1.  Announcement/Apology (1.57)
2.  This Is Your Captain Speaking (breakdown) (1.37)
3.  This Is Your Captain Speaking (2.42)
4.  You Shouldn't Do That (10.12)
5.  The Awakening (6.07)
6.  Master of the Universe (8.35)
7.  Paranoia (5.01)
8.  Earth Calling (3.23)
9.  Silver Machine (4.26)
10. Welcome To The Future (3.35)
11. Born To Go (9.07)
12. Brainstorm (Jam) (9.51)

There's also Andy Dunkley's End Announcement which isn't a Hawkwind track.  And in fact the first three
Hawkwind tracks are barely worthy of the name.  The CD doesn't really get going until track 4, You
Shouldn't Do That.  The
Announcement/Apology is no more than the band settling down on stage,
checking their instruments, with Nik Turner's halting commiseration with the audience, who'd only just
come back in after having to leave the venue en masse due to a power cut.  (Read all about it in the
booklet...)  The next track,
This Is Your Captain Speaking, is just starting to get going before the power
apparently cuts out again and you can hear an irritated band member (Dave Brock, I believe) shouting "start
again".  And they do, thus giving us a second version of 'This Is Your Captain Speaking', and it's barely any
more musically coherent for the first minute or so, consisting of random thumps and squeaks.  Brock's
chromatic revving guitar chords and some very overwrought vocals, probably snarled by Nik Turner, finally
turn this into a recognisable piece though it hardly qualifies as a song.

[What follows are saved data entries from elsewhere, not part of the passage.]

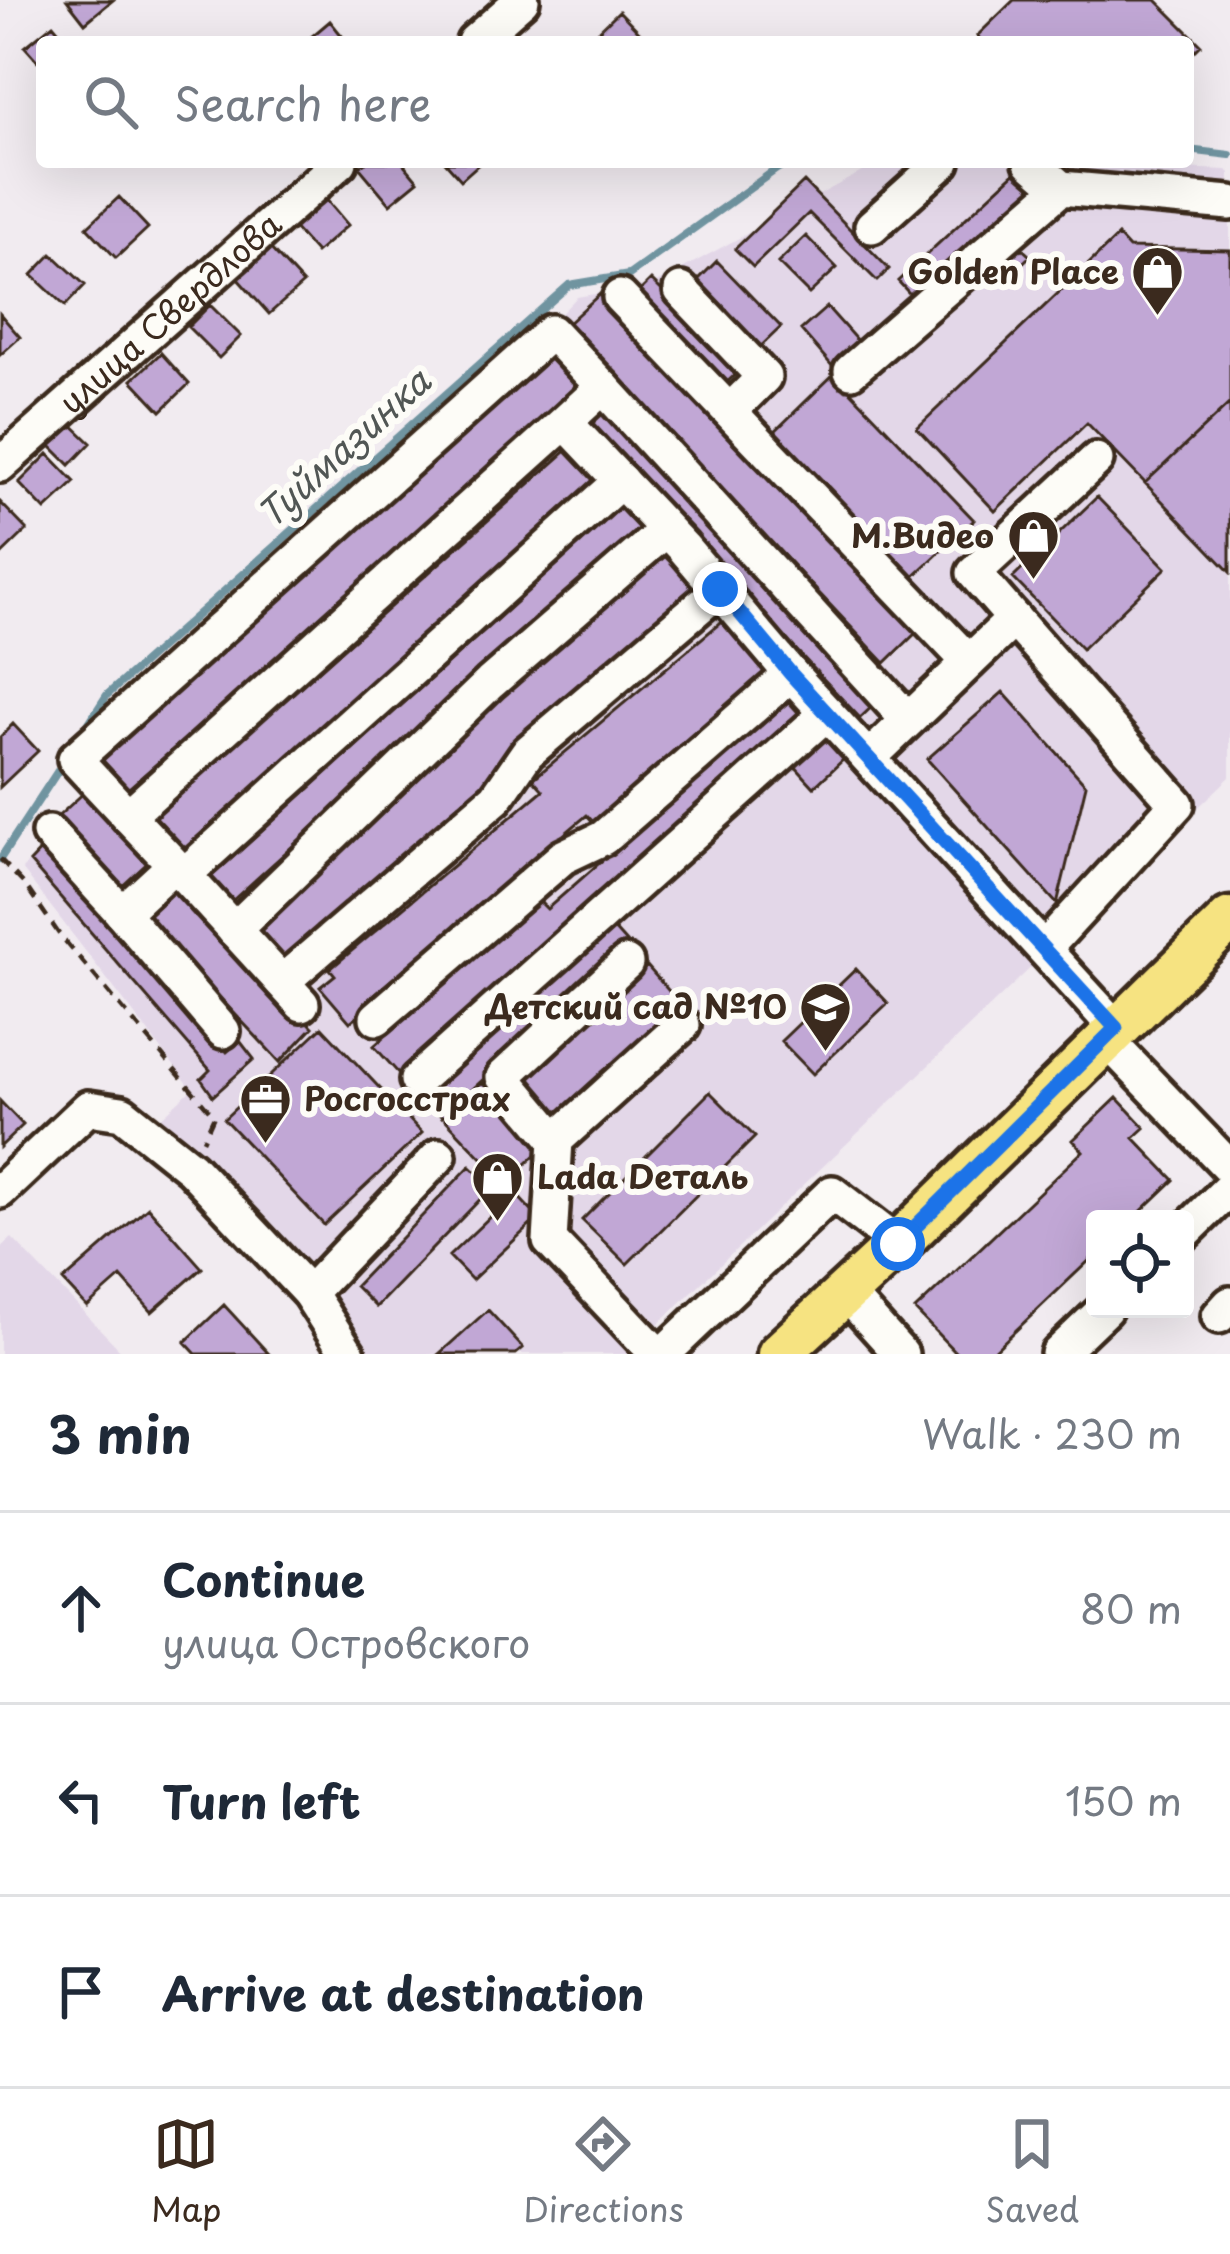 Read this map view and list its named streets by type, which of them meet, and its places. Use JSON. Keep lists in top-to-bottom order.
{
  "streets": {
    "street": ["улица Свердлова"]
  },
  "water": ["Туймазинка"],
  "places": {
    "shop": ["Golden Place", "М.Видео", "Lada Dеталь"],
    "school or university": ["Детский сад №10"],
    "office": ["Росгосстрах"]
  },
  "page": {
    "search": "Search here",
    "heading": ["3 min", "Walk · 230 m"],
    "list": [
      ["Continue", "улица Островского", "80 m"],
      ["Turn left", "150 m"],
      "Arrive at destination"
    ],
    "nav": ["Map", "Directions", "Saved"]
  }
}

You Shouldn't Do That emerges out of the chaos and lays down a groove that the band explore
throughout the remainder of this performance: Hawkwind in early 1972, raw, unpolished, but brimming
with power.  The timing is subtly off compared to the tighter versions of this song they were using as an
encore on the Space Ritual tour towards the end of that year: but this was pre-Space Ritual and pre-Silver
Machine too, so it is the Hawkwind that typified the Underground in action.  So much of this album consists
of the earliest known recordings (ignoring bootlegs) of material that was later honed and recorded for
posterity in a more developed form.  You Shouldn't Do That is a case in point, with all the basic elements
that feature on the Space Ritual Alive / Roadhawks recordings present here, but it's somehow earthier and
more direct than those subsequent versions.

The superb clarity of this recording is one of the reasons why.  According to the booklet, the original
8-track tape that was used to capture the event (on the Pye Mobile recording studio, engineered by Vic
Maile, who must have known his stuff on this evidence) was recently discovered in a who
knows what condition.  Plaudits to whoever it was that got it into shape for mastering this album, which
sounds fantastic, as though the band are playing right in front of you.  It might even put the recently
remastered Space Ritual Alive (Collector's Edition 2007) to shame.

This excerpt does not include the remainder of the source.